Su Psicologia Contemporanea è apparso un interessante articolo - a firma delle psicologhe Alessandra Salerno e Marzia Movarelli - che si focalizza approfonditamente sulla centralità della qualità della comunicazione emotiva tra i membri per il benessere della famiglia. In particolare quando nel nucleo domestico sono presenti bambini, e tanto più se piccoli.
I ricercatori che si sono occupati di individuare quale sia la caratteristica principale che connota le famiglie “con buon funzionamento” sono concordi nel ritenere che la comunicazione riveste un ruolo di fondamentale importanza, insieme alla coesione ed alla flessibilità.
La comunicazione familiare prevede tre sottosistemi: quello fra adulti come coppia e genitori, quello tra fratelli e quello sistemico intergenerazionale che coinvolge tutti i membri.
Una comunicazione adeguata deve essere fondata sull’ascolto attento, il rispetto e l’apertura mentale, garantendo così la trasmissione sia di contenuti significativi che di messaggi emotivamente interattivi, funzionali al rafforzamento delle stesse relazioni intrafamiliari.
Una buona comunicazione, affermano le autrici dell'articolo, riveste anche un ruolo protettivo rispetto alle situazioni a rischio a cui i minori possono andare incontro.
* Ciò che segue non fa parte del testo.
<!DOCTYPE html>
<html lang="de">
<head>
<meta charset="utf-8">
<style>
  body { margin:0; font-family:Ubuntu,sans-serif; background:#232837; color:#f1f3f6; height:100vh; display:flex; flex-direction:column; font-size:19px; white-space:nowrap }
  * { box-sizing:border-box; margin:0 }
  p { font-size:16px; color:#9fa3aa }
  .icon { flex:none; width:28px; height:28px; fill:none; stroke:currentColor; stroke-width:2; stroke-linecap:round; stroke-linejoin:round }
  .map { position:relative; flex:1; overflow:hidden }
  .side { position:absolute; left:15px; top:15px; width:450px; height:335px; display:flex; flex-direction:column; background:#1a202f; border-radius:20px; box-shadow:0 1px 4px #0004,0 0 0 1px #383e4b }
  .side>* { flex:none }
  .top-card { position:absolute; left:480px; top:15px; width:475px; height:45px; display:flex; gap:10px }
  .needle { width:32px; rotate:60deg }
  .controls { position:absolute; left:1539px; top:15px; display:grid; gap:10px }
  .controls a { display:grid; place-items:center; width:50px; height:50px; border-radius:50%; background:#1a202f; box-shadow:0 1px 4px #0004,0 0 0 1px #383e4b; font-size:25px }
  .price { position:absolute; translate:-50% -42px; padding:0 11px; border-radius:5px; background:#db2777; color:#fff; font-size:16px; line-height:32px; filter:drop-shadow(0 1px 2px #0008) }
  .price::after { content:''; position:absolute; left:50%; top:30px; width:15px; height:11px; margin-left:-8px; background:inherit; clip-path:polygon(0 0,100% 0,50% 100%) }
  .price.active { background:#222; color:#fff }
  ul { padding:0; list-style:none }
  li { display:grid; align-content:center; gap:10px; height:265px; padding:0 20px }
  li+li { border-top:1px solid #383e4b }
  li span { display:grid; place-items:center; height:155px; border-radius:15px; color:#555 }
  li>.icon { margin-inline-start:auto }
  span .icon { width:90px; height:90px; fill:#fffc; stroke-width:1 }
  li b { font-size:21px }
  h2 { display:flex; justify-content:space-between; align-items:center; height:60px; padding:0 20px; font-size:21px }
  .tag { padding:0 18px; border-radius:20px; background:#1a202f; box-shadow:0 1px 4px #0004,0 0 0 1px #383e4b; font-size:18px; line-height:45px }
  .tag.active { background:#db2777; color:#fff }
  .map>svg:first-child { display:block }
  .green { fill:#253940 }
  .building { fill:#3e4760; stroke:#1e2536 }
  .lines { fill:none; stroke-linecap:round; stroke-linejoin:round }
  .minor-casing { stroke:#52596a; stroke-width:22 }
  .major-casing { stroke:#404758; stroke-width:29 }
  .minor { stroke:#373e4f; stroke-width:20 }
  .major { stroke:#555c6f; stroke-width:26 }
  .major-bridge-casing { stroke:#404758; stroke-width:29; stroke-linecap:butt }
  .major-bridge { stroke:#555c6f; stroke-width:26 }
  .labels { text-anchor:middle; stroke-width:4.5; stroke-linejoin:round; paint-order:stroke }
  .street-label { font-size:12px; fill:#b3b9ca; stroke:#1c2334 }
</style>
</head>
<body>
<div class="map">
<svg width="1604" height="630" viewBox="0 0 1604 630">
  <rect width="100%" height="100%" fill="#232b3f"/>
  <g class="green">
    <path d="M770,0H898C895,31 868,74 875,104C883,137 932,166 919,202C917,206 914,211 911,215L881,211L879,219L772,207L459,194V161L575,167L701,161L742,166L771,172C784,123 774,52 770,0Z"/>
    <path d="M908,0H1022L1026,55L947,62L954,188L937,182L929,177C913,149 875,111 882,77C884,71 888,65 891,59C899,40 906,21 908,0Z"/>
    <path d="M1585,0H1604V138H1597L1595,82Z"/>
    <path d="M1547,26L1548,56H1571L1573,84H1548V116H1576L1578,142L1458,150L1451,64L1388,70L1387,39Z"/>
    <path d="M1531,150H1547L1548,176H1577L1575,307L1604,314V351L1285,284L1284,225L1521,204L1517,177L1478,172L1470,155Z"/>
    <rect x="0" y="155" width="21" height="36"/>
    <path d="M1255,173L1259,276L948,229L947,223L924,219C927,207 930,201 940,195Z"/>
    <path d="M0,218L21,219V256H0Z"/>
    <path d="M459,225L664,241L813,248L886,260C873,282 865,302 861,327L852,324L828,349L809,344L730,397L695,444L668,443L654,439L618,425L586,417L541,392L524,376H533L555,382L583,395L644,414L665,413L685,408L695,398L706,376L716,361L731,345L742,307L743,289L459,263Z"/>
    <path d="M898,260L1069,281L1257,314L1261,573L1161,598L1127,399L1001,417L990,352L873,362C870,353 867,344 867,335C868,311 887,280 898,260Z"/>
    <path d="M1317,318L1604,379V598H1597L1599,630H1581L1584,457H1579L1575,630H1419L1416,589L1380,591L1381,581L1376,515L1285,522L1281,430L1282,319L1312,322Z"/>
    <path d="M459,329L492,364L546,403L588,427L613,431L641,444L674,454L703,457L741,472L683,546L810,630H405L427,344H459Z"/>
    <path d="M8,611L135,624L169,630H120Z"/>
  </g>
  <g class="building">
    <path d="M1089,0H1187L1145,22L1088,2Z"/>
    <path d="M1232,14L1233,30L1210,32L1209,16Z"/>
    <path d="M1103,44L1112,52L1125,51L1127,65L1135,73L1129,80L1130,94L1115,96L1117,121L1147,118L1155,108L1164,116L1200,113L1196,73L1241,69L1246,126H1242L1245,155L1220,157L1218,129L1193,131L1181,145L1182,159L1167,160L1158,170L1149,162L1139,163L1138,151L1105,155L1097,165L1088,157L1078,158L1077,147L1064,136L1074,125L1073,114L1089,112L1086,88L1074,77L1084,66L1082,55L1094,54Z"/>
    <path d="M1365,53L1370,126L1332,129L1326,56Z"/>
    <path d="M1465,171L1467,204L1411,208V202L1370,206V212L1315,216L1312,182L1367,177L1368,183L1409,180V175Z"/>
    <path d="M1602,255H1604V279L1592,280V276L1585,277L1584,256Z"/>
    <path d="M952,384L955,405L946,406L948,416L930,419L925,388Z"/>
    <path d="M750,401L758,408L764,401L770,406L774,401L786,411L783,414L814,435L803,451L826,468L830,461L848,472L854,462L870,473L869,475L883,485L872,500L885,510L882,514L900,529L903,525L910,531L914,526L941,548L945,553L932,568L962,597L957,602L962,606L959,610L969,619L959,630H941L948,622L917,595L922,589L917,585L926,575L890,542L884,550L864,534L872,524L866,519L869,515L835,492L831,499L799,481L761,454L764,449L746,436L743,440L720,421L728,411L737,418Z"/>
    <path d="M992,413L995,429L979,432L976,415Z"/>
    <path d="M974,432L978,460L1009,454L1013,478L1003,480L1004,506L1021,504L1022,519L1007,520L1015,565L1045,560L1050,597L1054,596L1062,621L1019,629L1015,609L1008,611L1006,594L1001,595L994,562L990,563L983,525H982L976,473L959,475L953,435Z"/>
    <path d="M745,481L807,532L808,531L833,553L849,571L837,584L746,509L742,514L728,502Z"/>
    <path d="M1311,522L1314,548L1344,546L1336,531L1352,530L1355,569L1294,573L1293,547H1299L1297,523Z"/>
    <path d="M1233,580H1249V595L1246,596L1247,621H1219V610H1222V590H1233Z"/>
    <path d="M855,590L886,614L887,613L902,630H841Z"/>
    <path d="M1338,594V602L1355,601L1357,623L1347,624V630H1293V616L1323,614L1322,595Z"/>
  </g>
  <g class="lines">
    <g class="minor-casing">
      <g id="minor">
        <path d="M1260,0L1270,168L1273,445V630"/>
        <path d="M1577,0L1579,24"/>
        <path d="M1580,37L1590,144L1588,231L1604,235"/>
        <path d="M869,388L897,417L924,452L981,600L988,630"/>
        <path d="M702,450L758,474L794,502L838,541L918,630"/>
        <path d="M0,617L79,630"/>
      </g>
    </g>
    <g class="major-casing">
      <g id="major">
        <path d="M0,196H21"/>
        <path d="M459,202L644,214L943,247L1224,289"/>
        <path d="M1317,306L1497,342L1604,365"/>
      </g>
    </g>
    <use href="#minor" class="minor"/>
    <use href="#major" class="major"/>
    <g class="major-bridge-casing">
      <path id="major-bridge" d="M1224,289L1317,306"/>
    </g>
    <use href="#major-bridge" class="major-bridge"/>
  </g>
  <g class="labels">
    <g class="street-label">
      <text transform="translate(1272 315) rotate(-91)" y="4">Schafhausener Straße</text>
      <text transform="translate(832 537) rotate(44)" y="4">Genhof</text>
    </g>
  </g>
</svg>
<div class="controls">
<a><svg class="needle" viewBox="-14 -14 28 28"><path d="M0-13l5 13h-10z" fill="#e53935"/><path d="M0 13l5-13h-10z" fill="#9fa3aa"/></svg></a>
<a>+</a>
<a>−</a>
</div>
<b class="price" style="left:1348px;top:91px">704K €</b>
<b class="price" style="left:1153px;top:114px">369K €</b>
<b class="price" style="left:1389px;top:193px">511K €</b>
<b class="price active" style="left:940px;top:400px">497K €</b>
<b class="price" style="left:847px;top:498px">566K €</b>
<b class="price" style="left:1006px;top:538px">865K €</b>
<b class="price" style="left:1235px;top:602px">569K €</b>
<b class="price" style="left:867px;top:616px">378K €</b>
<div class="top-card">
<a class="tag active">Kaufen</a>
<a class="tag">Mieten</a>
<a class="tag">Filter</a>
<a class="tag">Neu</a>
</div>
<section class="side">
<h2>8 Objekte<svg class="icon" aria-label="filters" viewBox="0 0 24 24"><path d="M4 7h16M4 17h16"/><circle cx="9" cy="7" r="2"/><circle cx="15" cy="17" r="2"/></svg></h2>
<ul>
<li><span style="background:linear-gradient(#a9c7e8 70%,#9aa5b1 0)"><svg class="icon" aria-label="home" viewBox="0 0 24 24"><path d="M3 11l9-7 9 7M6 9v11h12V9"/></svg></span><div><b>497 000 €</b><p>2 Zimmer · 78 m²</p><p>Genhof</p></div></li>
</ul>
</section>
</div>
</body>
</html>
In quanto messaggi opportunamente calibrati emotivamente e nei contenuti rappresentano una base sicura da cui partire per esplorare l’ambiente esterno, sempre più ampio e complesso con cui essi vengono progressivamente ad interagire.
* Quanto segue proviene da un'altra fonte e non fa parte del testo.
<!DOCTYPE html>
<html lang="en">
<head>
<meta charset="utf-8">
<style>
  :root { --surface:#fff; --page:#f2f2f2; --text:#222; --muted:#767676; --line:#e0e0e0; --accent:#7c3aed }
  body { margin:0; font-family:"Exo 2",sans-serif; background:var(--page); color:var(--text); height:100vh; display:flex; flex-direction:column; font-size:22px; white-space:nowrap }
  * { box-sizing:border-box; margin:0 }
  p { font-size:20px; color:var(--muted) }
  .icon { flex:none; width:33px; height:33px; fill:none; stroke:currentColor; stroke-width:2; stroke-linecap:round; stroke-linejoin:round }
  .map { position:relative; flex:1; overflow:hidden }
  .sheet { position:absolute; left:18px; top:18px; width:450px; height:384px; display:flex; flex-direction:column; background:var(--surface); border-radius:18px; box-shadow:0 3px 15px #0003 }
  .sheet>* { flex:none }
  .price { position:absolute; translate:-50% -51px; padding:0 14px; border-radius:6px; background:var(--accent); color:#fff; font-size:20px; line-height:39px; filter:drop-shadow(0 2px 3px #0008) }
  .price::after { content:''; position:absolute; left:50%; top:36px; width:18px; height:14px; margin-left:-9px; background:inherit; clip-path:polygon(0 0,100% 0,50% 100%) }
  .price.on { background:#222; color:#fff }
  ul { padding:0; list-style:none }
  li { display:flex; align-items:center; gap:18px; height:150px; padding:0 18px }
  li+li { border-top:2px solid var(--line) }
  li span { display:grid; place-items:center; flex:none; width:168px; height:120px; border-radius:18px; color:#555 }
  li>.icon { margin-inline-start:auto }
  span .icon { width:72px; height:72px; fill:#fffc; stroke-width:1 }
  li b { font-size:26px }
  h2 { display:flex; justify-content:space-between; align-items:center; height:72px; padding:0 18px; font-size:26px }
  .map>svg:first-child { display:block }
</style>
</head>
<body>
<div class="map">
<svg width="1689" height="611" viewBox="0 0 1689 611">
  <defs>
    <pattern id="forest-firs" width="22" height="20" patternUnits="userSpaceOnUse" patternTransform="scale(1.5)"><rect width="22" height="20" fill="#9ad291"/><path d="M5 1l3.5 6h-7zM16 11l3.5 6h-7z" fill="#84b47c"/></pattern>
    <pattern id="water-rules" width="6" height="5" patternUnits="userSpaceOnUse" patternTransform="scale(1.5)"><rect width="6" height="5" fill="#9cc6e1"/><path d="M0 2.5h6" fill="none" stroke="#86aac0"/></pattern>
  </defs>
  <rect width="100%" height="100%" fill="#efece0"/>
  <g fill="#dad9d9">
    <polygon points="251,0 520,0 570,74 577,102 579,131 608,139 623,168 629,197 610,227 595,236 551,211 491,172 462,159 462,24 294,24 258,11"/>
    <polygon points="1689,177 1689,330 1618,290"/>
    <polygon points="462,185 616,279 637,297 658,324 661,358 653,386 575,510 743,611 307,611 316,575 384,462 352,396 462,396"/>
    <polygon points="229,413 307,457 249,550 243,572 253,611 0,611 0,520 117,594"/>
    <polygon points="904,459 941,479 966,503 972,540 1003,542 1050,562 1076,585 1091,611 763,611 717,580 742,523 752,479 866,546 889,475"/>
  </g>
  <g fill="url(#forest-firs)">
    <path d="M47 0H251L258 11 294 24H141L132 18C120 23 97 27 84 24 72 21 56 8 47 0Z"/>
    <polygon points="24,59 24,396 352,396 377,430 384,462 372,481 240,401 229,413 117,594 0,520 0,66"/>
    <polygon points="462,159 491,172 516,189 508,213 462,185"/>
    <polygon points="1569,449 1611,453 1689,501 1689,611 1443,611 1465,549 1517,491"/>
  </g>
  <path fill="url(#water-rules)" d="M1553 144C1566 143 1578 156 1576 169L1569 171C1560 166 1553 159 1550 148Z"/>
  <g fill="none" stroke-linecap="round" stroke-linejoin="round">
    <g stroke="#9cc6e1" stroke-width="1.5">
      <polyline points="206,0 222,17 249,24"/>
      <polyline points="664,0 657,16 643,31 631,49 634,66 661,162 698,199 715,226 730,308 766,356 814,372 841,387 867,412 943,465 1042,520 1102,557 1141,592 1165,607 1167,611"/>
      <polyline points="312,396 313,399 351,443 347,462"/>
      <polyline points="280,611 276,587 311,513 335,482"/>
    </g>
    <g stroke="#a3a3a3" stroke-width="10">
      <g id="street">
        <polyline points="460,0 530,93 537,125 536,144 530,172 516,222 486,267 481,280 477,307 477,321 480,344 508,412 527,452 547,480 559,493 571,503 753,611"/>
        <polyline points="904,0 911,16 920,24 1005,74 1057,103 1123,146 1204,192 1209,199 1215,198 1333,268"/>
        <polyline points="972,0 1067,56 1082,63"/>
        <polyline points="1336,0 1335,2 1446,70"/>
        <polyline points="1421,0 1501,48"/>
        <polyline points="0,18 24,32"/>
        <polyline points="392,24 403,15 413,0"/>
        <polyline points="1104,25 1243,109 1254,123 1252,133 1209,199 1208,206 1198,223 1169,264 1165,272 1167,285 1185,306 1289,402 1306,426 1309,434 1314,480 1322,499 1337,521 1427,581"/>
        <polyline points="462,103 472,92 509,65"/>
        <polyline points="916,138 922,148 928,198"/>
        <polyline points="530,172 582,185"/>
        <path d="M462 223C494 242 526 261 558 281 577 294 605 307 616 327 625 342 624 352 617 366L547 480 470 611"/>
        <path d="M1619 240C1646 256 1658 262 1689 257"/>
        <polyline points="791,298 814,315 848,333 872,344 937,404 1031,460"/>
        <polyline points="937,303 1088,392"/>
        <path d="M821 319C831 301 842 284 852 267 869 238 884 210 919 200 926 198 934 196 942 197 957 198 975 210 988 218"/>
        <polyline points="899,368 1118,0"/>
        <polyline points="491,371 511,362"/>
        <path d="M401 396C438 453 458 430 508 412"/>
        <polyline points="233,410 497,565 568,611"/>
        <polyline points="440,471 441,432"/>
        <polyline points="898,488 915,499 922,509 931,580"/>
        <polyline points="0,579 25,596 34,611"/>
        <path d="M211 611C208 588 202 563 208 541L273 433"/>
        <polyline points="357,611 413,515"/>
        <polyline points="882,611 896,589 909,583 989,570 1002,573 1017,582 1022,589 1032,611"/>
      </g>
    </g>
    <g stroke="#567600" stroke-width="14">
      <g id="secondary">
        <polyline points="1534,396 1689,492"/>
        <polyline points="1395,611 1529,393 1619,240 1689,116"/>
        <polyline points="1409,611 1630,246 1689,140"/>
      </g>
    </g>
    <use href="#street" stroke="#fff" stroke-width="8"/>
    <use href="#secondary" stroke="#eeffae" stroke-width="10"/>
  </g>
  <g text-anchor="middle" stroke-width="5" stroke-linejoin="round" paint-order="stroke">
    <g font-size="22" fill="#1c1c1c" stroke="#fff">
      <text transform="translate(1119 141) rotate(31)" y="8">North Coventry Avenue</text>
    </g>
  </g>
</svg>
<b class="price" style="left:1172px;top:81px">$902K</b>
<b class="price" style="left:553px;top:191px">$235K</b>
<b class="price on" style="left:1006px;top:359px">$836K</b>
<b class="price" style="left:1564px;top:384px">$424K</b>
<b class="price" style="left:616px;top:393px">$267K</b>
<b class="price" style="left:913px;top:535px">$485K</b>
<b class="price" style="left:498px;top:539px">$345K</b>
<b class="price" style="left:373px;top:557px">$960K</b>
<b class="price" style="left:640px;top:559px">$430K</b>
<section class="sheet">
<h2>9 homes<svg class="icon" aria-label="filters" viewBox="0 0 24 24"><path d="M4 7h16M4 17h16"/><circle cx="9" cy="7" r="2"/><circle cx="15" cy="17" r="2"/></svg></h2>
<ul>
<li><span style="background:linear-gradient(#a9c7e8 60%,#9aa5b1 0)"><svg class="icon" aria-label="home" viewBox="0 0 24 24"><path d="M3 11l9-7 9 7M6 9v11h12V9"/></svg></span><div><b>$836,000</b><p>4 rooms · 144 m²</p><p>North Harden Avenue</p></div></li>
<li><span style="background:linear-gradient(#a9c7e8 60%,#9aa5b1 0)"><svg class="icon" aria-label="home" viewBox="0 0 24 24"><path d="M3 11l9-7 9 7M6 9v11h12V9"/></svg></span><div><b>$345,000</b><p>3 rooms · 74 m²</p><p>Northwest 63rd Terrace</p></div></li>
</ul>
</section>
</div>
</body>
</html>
Un aspetto su cui gli studiosi si sono particolarmente concentrati riguarda gli strumenti con cui i genitori stimolano la competenza emotiva dei bambini. Essi si avvalgono per questo scopo di strategie dirette ed indirette. Con le prime essi cercano di insegnare ai figli sia a riconoscere e distinguere le varie emozioni, che ad individuare le corrette modalità per esprimerle e regolarle.
Fra quelle indirette vi sono i comportamenti naturali dei genitori che rappresentano la base del modeling: l’apprendimento tramite l’osservazione e l’imitazione di un modello affettivamente significativo, quello parentale in primis.
Infatti osservare papà e mamma esprimere le proprie emozioni, insieme alla loro intensità, le caratteristiche espressive verbali e corporee - oltre al contesto in cui vengono esternate - costituisce per i bambini la palestra più immediata e privilegiata per allenarsi emotivamente, guidati da questi istruttori a volte inconsapevoli delle indicazioni che stanno fornendo.
Altra modalità indiretta è rappresentata dalla contingency: l’apprendimento da parte del bambino attraverso i messaggi non verbali del genitore in risposta alle espressioni emotive del bambino.
Sottolineano le autrici che quando un papà o una mamma consolano il figlio triste o lo tranquillizzano se spaventato, forniscono - attraverso la sintonizzazione affettiva con il suo stato d’animo - significato all’esperienza del minore aiutandolo a diventare consapevole dei propri moti interni.
Il bambino deve imparare non solo a riconoscere ed esprimere le proprie emozioni ma anche a regolarle: inibirle, controllarle, trasmetterle all’esterno tenendo conto di quanto valuta accettabile socialmente nel contesto di riferimento socio-culturale.
Un aspetto particolare della comunicazione emotiva all’interno della famiglia riguarda il caso del bambino che manifesta un disagio psicologico. In passato egli veniva preso in carico da solo, separandolo artificialmente dal contesto familiare in cui era immerso.
Attualmente e più opportunamente, sottolineano le due psicologhe, è l’intero nucleo familiare ad essere preso in carico, consentendo così non solo la depatologizzazione del bambino “problematico”, ma anche la possibilità da parte sua di recitare il ruolo di valido “co-terapeuta”.
Si viene così a riconoscere ed utilizzare nel lavoro terapeutico la sua competenza riguardo il tessuto relazionale ed affettivo della sua famiglia.
Come afferma Maurizio Andolfi, neuropsichiatra infantile e psicoterapeuta familiare:
Oggi accade sempre più spesso che attraverso l’espressione emotiva del proprio malessere i bambini inducano i genitori in difficoltà a richiedere l’aiuto di un terapeuta.
Quest’ultimo, cogliendo quanto è sotteso alle manifestazioni problematiche del minore, è in grado così di decifrare correttamente i ruoli e lo stato autentico delle relazioni familiari grazie ad una prospettiva privilegiata, messagli a disposizione dal suo piccolo “co-terapeuta”, vero e grande esperto di comunicazione non verbale.